Jube is distributed exclusively under the GNU Affero General Public License v3 (AGPLv3). It is free to use, deploy, and modify. That is not a commercial positioning statement — it is the foundation on which Jube is built, and it will not change.
What this means in practice
The AGPLv3 is a strong copyleft licence. In plain terms:
- You can deploy Jube in your organisation without paying a licence fee
- You can modify Jube to suit your environment
- You can build workflows, configure rules, and extend the platform using its documented extensibility framework
- You cannot take Jube, modify it, and distribute or deploy it as a closed source product
- The network provision of AGPLv3 applies — if you run a modified version of Jube as a service accessible to others, including over an internal network, the modified source must be made available to those users under the same licence. This obligation applies to modifications to Jube’s core software only. Configuration, use of documented features, case management workflows, integrations, and Configuration Artifacts are entirely your business and carry no AGPLv3 obligations — they remain proprietary to their creator as is customary in open source software of this nature. The licence concerns the software itself, not how you use it.

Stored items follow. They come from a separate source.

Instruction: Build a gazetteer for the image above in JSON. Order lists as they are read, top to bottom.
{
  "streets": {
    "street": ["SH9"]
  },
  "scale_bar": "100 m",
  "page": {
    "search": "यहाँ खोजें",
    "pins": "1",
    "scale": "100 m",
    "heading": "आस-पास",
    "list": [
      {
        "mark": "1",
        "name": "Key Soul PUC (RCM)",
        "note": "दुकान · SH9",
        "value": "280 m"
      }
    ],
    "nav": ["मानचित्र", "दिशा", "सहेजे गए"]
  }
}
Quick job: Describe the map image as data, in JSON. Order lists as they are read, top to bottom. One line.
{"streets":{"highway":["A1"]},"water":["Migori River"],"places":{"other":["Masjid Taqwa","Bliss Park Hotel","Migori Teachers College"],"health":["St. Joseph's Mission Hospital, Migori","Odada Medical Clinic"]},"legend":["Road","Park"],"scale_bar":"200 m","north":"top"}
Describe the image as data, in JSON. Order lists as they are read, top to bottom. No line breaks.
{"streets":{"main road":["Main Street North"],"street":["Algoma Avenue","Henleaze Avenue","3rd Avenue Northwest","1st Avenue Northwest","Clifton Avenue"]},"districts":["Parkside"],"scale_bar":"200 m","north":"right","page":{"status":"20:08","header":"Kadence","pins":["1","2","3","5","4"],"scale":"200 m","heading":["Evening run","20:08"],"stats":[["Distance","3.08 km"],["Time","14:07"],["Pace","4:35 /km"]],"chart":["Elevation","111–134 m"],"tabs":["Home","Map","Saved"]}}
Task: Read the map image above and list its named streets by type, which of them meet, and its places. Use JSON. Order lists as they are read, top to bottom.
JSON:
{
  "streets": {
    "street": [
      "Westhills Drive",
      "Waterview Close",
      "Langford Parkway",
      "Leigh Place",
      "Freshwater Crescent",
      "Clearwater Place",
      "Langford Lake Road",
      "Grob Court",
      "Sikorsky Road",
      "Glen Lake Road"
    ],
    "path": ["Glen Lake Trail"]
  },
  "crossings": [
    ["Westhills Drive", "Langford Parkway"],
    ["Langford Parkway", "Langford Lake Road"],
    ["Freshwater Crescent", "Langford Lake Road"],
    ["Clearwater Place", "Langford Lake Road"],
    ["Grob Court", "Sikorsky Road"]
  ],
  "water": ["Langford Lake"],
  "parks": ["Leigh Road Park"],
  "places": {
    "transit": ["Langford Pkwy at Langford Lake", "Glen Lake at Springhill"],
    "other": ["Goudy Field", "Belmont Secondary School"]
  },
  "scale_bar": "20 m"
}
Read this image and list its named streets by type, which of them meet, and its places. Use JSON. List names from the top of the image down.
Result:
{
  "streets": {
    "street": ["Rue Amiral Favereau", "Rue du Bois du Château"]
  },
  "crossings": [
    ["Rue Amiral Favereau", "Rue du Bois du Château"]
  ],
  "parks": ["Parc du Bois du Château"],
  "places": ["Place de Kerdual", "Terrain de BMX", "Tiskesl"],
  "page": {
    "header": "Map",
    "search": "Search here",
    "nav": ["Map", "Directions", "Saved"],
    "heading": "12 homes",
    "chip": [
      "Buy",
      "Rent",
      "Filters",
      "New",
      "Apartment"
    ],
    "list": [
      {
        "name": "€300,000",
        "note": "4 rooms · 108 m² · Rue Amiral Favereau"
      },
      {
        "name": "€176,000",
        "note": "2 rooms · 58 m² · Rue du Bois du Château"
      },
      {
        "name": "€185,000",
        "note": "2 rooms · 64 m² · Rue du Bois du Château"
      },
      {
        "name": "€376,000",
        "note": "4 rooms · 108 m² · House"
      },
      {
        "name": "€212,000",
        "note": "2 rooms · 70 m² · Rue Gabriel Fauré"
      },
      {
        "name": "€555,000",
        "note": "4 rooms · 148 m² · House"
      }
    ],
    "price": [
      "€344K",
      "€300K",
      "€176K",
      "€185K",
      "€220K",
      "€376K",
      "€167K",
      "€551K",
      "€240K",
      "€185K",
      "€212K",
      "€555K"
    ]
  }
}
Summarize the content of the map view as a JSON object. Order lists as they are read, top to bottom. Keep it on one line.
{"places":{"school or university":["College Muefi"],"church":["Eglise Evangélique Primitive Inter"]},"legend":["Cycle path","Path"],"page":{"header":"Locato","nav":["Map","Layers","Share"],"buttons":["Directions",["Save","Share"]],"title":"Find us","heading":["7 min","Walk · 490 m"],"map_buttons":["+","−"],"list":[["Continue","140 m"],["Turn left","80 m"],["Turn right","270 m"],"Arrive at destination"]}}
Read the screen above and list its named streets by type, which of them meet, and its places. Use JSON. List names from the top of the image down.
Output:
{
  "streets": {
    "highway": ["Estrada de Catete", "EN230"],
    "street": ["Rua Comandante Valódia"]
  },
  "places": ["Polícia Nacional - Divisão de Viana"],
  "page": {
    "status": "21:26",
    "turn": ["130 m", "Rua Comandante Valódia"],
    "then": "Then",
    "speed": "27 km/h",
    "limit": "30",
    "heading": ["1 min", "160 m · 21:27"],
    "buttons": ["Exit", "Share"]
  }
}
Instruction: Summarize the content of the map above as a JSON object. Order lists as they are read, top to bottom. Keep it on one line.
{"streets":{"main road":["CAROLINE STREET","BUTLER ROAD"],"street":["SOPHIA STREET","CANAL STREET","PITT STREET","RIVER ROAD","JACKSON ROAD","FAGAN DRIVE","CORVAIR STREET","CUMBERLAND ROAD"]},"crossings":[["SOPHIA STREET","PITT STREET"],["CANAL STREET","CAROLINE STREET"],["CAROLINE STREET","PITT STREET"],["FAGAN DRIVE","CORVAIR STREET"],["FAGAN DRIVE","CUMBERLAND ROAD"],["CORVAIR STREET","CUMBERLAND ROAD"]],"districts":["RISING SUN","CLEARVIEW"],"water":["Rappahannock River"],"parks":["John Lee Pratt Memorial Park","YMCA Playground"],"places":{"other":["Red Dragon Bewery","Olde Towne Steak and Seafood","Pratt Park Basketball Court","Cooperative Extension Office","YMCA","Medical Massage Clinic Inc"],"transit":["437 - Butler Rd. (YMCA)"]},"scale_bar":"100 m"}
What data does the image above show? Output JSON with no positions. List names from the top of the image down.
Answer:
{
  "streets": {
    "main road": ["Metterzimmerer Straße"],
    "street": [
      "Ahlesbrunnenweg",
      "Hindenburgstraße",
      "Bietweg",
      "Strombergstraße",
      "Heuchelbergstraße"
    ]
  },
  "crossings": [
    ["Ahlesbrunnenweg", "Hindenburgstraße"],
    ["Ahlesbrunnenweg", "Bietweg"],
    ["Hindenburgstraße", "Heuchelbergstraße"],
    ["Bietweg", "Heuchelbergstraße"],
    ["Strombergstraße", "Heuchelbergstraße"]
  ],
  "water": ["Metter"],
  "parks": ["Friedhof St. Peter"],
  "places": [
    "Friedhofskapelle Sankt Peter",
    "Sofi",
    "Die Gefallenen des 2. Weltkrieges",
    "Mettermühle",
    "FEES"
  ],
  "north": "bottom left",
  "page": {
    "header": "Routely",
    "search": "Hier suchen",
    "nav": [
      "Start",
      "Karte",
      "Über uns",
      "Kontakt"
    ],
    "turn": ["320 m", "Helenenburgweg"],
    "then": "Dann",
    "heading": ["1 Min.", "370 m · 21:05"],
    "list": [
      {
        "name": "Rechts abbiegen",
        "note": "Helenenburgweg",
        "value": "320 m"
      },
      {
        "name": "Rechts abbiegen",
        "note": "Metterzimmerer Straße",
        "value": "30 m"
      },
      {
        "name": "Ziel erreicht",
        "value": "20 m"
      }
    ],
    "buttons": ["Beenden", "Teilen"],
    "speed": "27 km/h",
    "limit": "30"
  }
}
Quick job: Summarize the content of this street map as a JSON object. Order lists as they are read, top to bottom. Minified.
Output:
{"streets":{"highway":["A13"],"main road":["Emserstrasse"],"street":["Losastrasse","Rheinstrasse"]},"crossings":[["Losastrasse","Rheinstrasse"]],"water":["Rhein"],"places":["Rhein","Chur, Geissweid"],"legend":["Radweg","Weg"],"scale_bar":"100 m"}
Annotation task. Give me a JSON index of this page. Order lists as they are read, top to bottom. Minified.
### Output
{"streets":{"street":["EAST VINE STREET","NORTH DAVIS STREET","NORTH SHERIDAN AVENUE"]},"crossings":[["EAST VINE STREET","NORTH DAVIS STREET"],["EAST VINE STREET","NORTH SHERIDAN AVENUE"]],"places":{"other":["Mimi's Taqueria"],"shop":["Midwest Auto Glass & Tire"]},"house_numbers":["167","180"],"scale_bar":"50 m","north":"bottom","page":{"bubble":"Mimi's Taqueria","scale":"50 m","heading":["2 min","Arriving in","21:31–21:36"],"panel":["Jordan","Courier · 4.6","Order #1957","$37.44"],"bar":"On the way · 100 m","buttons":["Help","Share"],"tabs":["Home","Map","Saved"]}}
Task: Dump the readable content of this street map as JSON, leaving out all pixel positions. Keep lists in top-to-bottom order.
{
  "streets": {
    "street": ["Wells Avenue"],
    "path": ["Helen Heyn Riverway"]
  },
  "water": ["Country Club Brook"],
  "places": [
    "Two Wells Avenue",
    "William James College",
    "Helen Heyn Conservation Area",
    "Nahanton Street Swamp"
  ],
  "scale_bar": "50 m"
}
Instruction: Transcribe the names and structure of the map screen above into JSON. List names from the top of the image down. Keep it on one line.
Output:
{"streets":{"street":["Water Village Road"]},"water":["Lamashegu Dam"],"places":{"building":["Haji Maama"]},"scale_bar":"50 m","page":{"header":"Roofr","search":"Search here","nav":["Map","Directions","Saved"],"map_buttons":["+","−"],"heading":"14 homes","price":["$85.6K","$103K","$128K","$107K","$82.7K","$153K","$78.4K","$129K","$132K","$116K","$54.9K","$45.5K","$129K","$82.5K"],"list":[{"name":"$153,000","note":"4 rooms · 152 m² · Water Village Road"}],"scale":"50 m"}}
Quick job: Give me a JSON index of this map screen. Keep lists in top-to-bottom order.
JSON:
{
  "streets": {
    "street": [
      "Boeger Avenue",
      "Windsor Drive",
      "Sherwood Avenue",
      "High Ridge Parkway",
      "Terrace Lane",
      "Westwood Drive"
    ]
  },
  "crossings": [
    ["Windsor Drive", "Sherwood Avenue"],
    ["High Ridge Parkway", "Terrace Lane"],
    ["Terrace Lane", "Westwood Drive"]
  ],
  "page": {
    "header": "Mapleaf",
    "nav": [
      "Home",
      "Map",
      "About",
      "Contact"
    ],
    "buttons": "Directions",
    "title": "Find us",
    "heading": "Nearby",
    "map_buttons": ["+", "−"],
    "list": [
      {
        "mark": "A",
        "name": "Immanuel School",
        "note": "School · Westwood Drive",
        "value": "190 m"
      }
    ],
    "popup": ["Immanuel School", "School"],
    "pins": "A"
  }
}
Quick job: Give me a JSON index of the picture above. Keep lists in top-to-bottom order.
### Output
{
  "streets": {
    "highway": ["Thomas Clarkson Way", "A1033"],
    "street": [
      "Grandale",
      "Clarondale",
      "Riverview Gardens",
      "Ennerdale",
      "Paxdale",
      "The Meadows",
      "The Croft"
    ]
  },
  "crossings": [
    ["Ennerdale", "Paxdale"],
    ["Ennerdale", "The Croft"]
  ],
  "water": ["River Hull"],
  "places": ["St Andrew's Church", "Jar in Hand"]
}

For system integrators and technology partners
Building services around Jube is entirely compatible with the AGPLv3, but the boundary between independent tooling and a derivative work requires honest consideration. Integrations that interact with Jube through its published APIs and documented extensibility framework are generally independent — but not automatically so. A new user interface that consumes Jube’s APIs is a useful illustration: if that interface has independent utility and existence beyond Jube, it is more likely to stand alone. If it exists solely to present Jube’s functionality under a different skin, the derivative work argument is considerably stronger regardless of how it is described or structured. Code that is tightly coupled to, embedded within, or directly modifies Jube’s internals raises the same question more sharply still. This is not a novel question in open source software, and the answer in any specific case depends on the nature and purpose of the coupling rather than what the work is called. If you are building on top of Jube and uncertain where your implementation sits, take proper legal advice. JOL does not make that determination on your behalf, but will not pretend the question does not exist.
Responsibility
Each deploying organisation is responsible for ensuring their own use and deployment of Jube complies with the AGPLv3. No commercial arrangement with an intermediary discharges that obligation. The licence is between you and the open source community — JOL’s role is to build the software and maintain the terms under which it is offered, not to police compliance.
No commercial licence exists. No partner or client relationship creates or implies one. Any representation to the contrary should be referred to Jube Operations Limited (JOL), the operating company through which all services are delivered, or Jube Holdings Limited (JHL), the ultimate owner of all intellectual property, trademarks, and the operating company, directly.
Where JHL becomes aware of material non-compliance with the AGPLv3, it reserves the right to pursue enforcement through all available means, including formal cease and desist correspondence directed at the deploying organisation.
A note for end users
Licence compliance is ultimately the responsibility of the deploying organisation — not the intermediary who implemented the software, and not JHL. In practice this means the question of AGPLv3 compliance is most often one for the end user’s own legal and compliance function to consider, particularly where implementation has been delivered through a third party. Regulated institutions will recognise this as a straightforward vendor and third party risk management question — the kind their frameworks are designed to address, and through which the obligations of the AGPLv3 find their most natural and effective expression in practice.
JHL’s position is simply that Jube is offered under AGPLv3, that no commercial licence exists or will be created, and that the obligations the licence carries travel with the software regardless of how it arrived.
Jube is, and will remain, open source.